> **Exercise data**

• • • •

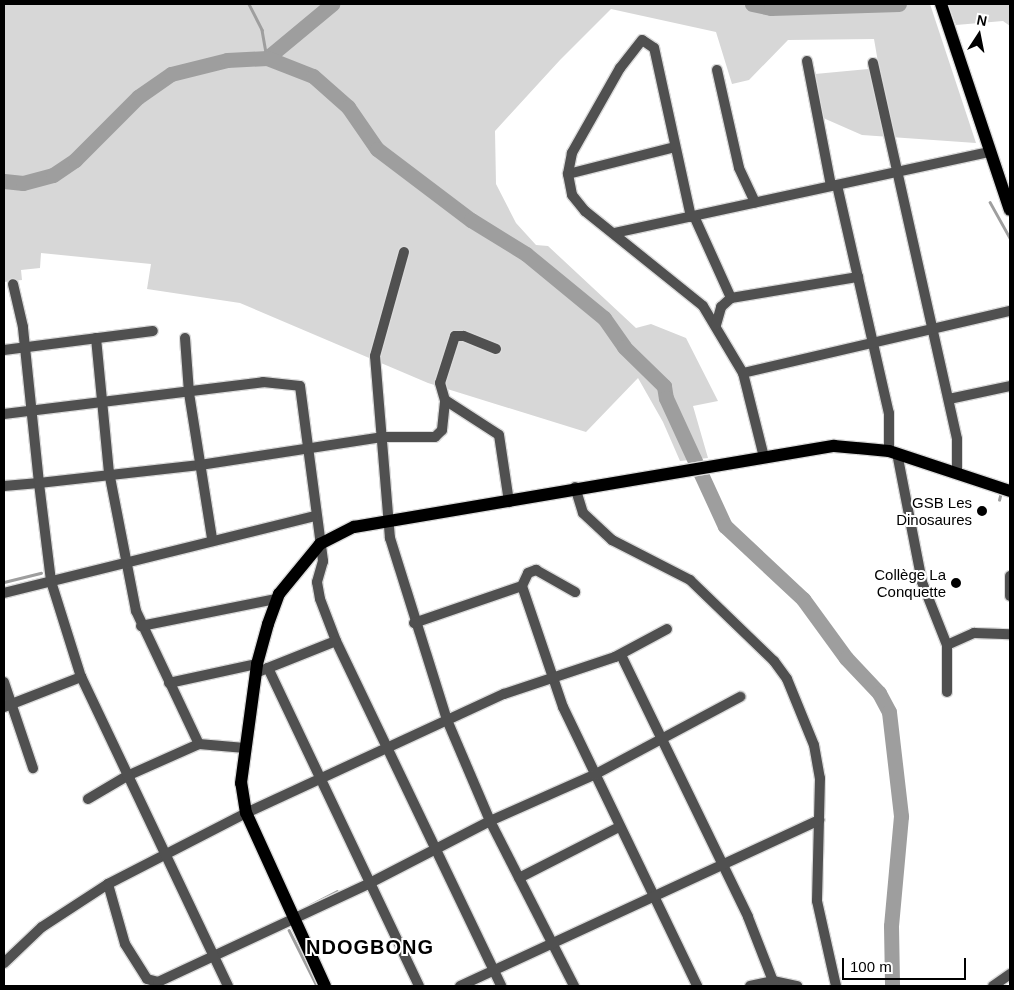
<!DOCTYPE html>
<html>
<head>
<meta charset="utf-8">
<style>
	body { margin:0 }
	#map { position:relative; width:1014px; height:990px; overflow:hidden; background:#fff; font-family:Arial,sans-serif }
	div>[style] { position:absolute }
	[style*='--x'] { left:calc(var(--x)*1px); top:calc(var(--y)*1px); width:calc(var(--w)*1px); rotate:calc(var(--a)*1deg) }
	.green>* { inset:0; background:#d7d7d7 }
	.stream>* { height:2.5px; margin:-1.25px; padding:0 1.25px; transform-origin:1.25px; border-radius:1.25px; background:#9e9e9e }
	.river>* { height:15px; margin:-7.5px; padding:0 7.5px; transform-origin:7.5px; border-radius:7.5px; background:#9e9e9e }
	.roads { filter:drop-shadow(1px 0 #dbdbdb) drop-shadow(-1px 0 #dbdbdb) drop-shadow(0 1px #dbdbdb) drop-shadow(0 -1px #dbdbdb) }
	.minor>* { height:10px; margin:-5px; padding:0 5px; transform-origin:5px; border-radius:5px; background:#505050 }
	.major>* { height:12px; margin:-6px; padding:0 6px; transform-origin:6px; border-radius:6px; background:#000 }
	.dots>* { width:14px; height:14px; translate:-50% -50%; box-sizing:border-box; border:2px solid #fff; border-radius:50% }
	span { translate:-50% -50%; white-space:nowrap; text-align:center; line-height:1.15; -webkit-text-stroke:4px #fff; paint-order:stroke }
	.poi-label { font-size:15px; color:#000 }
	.right { translate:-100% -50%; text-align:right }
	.district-label { font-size:20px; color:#000; font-weight:700; letter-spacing:1px }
	.frame { position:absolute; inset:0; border:5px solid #000; pointer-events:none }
	.north { position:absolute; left:954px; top:10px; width:50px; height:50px; -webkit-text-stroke:4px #fff; paint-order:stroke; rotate:11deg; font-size:14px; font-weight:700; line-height:20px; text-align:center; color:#000 }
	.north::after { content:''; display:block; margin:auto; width:18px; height:22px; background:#000; clip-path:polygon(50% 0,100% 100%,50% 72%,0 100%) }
	.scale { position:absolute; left:842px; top:958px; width:124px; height:22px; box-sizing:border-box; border:2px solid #000; border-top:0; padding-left:6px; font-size:15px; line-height:18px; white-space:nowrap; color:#000; -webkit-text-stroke:4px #fff; paint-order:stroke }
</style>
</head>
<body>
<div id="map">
	<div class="green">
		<i style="clip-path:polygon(4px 4px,930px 4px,976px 143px,862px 135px,821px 117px,815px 74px,879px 68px,874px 39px,788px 40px,749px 80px,732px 84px,716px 32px,611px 9px,560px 60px,495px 131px,496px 184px,516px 223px,536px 245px,548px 246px,636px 328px,651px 324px,686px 338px,718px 401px,693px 406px,708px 458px,680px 461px,663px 422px,638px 378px,586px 432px,428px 383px,240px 303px,147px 289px,151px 264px,41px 253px,40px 268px,21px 270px,22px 280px,4px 282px)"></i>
		<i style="clip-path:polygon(948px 4px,1010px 4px,1010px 26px,1003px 21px,956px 25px)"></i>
	</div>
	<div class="stream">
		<i style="--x:249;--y:4;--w:29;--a:63"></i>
		<i style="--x:262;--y:30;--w:28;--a:80"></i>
		<i style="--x:990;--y:202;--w:41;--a:60.9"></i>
		<i style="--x:999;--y:500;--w:8;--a:-76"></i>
		<i style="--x:4;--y:582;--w:38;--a:-14"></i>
		<i style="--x:310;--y:905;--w:30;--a:-27"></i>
		<i style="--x:289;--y:930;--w:63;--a:63.4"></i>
	</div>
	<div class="river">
		<i style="--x:752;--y:4;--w:19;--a:12"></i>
		<i style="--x:771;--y:8;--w:128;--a:-1.8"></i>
		<i style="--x:267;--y:58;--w:85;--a:-39.7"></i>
		<i style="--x:4;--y:181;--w:19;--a:6"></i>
		<i style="--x:23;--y:183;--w:31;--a:-15"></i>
		<i style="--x:53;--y:175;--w:27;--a:-34"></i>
		<i style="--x:75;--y:160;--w:89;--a:-45"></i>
		<i style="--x:138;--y:97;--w:40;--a:-34.9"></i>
		<i style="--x:171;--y:74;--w:58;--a:-14"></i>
		<i style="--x:227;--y:60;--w:40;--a:-2.9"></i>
		<i style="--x:267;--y:58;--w:49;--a:21.4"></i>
		<i style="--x:313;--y:76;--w:47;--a:41.5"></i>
		<i style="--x:348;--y:107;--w:51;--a:55.4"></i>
		<i style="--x:377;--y:149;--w:118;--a:37.1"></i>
		<i style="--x:471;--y:220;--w:65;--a:31.7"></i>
		<i style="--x:526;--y:254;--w:101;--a:39.4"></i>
		<i style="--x:604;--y:318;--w:35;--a:55"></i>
		<i style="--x:624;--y:347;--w:56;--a:44.3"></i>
		<i style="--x:664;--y:386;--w:12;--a:81"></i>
		<i style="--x:666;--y:398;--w:141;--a:65.3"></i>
		<i style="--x:725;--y:526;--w:107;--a:43.1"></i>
		<i style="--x:803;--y:599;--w:73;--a:53.9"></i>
		<i style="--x:846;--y:658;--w:48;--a:46.7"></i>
		<i style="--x:879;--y:693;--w:21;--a:62"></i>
		<i style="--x:889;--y:712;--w:105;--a:83.4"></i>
		<i style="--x:901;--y:816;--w:110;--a:95.2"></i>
		<i style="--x:891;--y:926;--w:60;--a:89"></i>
	</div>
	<div class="roads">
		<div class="minor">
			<i style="--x:807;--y:61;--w:127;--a:79.1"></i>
			<i style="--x:873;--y:63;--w:385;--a:77.4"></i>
			<i style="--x:957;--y:439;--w:33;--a:90"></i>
			<i style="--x:717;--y:70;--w:100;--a:77.3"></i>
			<i style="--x:739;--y:168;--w:38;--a:65"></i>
			<i style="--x:568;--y:174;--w:110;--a:-14.2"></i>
			<i style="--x:837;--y:185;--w:234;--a:77.2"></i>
			<i style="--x:889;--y:413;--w:38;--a:90"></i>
			<i style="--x:694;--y:216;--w:90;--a:65.7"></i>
			<i style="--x:691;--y:217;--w:173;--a:-102.3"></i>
			<i style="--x:654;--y:48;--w:14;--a:-146"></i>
			<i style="--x:642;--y:40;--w:36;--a:128"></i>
			<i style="--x:620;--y:68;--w:98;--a:119.5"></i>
			<i style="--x:572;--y:153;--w:21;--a:101"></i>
			<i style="--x:568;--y:174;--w:21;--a:79"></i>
			<i style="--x:572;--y:195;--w:21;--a:51"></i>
			<i style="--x:585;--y:211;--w:151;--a:38.8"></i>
			<i style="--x:703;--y:306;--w:78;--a:59.2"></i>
			<i style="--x:743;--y:373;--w:274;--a:-13.1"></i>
			<i style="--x:614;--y:233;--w:384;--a:-12.2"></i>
			<i style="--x:404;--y:252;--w:108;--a:105.6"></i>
			<i style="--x:375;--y:356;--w:183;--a:85.3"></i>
			<i style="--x:390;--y:538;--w:191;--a:72.6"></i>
			<i style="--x:447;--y:720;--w:110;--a:66.9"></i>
			<i style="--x:490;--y:821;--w:185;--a:63"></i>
			<i style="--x:716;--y:325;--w:19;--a:-74"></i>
			<i style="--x:721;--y:307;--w:13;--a:-42"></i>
			<i style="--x:731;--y:298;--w:129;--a:-9.4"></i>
			<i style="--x:96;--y:338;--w:135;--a:84.5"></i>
			<i style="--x:109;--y:472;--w:142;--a:79"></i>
			<i style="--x:136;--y:611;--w:147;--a:64.7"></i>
			<i style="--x:185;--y:338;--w:55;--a:85.8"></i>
			<i style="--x:189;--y:393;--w:148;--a:81"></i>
			<i style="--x:496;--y:349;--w:35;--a:-158"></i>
			<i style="--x:463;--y:336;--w:8;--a:180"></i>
			<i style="--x:455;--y:336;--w:49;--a:107.7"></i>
			<i style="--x:440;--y:383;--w:18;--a:74"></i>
			<i style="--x:445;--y:400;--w:64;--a:32.9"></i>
			<i style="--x:499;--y:435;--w:68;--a:81.5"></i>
			<i style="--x:4;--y:350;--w:150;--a:-7.3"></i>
			<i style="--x:743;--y:373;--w:87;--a:76"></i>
			<i style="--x:949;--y:399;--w:62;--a:-12"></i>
			<i style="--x:4;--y:414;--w:261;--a:-7"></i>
			<i style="--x:263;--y:382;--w:37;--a:6"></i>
			<i style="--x:300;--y:386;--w:177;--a:82.5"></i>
			<i style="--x:323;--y:561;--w:22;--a:106"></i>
			<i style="--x:317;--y:582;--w:17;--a:80"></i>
			<i style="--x:320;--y:599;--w:45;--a:69.1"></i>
			<i style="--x:336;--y:641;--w:382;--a:64.4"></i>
			<i style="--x:897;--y:453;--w:131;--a:79"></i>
			<i style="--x:922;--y:582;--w:68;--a:68.4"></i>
			<i style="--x:947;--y:645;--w:47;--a:90"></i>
			<i style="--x:4;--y:486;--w:35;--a:-5"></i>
			<i style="--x:39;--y:483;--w:157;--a:-95.9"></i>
			<i style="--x:23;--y:327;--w:44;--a:-103.1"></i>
			<i style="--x:575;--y:487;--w:27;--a:73"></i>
			<i style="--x:583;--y:513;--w:40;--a:43"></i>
			<i style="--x:612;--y:540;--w:88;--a:27.1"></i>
			<i style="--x:690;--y:580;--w:117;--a:44"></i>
			<i style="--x:774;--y:661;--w:22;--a:54"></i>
			<i style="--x:787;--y:679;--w:71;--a:67.8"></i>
			<i style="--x:814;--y:745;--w:34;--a:80"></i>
			<i style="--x:820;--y:778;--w:123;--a:91.4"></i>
			<i style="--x:817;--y:901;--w:87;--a:77.4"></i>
			<i style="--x:1010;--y:576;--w:20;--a:90"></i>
			<i style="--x:522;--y:586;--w:128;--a:71.3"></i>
			<i style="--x:563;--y:707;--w:310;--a:64.3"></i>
			<i style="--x:522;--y:586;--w:14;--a:-65"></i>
			<i style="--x:528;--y:573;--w:9;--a:-21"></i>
			<i style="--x:536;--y:570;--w:45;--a:29.4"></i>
			<i style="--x:4;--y:593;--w:319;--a:-13.9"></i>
			<i style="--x:414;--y:623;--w:114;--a:-18.9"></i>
			<i style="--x:141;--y:626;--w:138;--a:-11.3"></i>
			<i style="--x:947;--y:645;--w:30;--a:-24"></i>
			<i style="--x:974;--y:633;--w:36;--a:2"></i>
			<i style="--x:621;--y:655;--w:291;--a:64.1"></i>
			<i style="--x:748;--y:917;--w:69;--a:68.7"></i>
			<i style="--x:773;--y:981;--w:25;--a:12"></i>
			<i style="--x:268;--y:668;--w:73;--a:-21.7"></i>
			<i style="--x:256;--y:673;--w:13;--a:-23"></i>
			<i style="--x:268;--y:668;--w:352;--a:64.6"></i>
			<i style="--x:4;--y:682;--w:91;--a:71.4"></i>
			<i style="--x:169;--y:683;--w:90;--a:-12.2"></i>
			<i style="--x:4;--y:707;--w:83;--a:-21.3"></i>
			<i style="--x:88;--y:799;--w:45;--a:-30.5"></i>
			<i style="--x:127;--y:776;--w:79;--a:-24"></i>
			<i style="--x:199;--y:744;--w:46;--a:5"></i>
			<i style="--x:519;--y:878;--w:112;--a:-27"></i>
			<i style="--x:108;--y:884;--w:62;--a:74.2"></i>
			<i style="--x:125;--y:944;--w:41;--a:57.8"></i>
			<i style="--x:147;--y:979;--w:11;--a:15"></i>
			<i style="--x:158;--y:982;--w:234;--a:-25"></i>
			<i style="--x:370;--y:883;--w:135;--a:-27.3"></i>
			<i style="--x:490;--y:821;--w:114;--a:-23.9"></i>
			<i style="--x:594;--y:775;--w:166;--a:-28.1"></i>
			<i style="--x:4;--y:963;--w:52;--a:-43.5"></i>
			<i style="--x:42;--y:927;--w:79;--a:-33.1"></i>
			<i style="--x:108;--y:884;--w:155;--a:-27.2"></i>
			<i style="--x:246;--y:813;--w:284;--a:-24.8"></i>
			<i style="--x:504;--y:694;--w:117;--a:-18.4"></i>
			<i style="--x:615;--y:657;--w:59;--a:-28.3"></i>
			<i style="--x:228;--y:986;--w:342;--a:-115.4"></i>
			<i style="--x:81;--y:677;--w:101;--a:-107.4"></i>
			<i style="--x:51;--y:581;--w:99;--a:-97"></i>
			<i style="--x:39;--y:483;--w:162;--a:-6.4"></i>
			<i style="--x:200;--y:465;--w:184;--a:-8.7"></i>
			<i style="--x:382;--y:437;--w:53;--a:0"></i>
			<i style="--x:435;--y:437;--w:10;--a:-45"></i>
			<i style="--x:442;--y:430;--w:30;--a:-84"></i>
			<i style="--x:460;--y:986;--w:396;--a:-24.8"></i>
			<i style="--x:750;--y:986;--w:24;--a:-12"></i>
			<i style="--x:993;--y:986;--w:21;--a:-35"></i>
		</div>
		<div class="major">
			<i style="--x:941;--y:4;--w:217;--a:71.5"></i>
			<i style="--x:325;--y:986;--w:190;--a:-114.5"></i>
			<i style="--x:246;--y:813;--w:30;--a:-99"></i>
			<i style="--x:241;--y:783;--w:120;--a:-82.3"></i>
			<i style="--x:257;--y:664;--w:41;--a:-74.6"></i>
			<i style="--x:268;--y:624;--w:32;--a:-70"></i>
			<i style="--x:279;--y:594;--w:65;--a:-50.6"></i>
			<i style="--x:320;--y:544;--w:38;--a:-27"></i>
			<i style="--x:354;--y:527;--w:487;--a:-9.6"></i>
			<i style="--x:834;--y:446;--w:55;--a:5.2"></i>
			<i style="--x:889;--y:451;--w:127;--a:18.3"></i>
		</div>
	</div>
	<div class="dots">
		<i style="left:982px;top:511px;background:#000"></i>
		<i style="left:956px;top:583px;background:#000"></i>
	</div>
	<div class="poi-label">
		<span class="right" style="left:972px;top:511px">GSB Les<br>Dinosaures</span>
		<span class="right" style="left:946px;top:583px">Collège La<br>Conquette</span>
	</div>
	<div class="district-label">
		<span style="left:370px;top:947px">NDOGBONG</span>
	</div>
	<div class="frame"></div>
	<div class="north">N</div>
	<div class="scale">100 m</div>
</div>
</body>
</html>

• • • •

> **Try it**
Indicate the number of lines in the data above that contain the string "stream", without any additional text.

> **Completed task**
2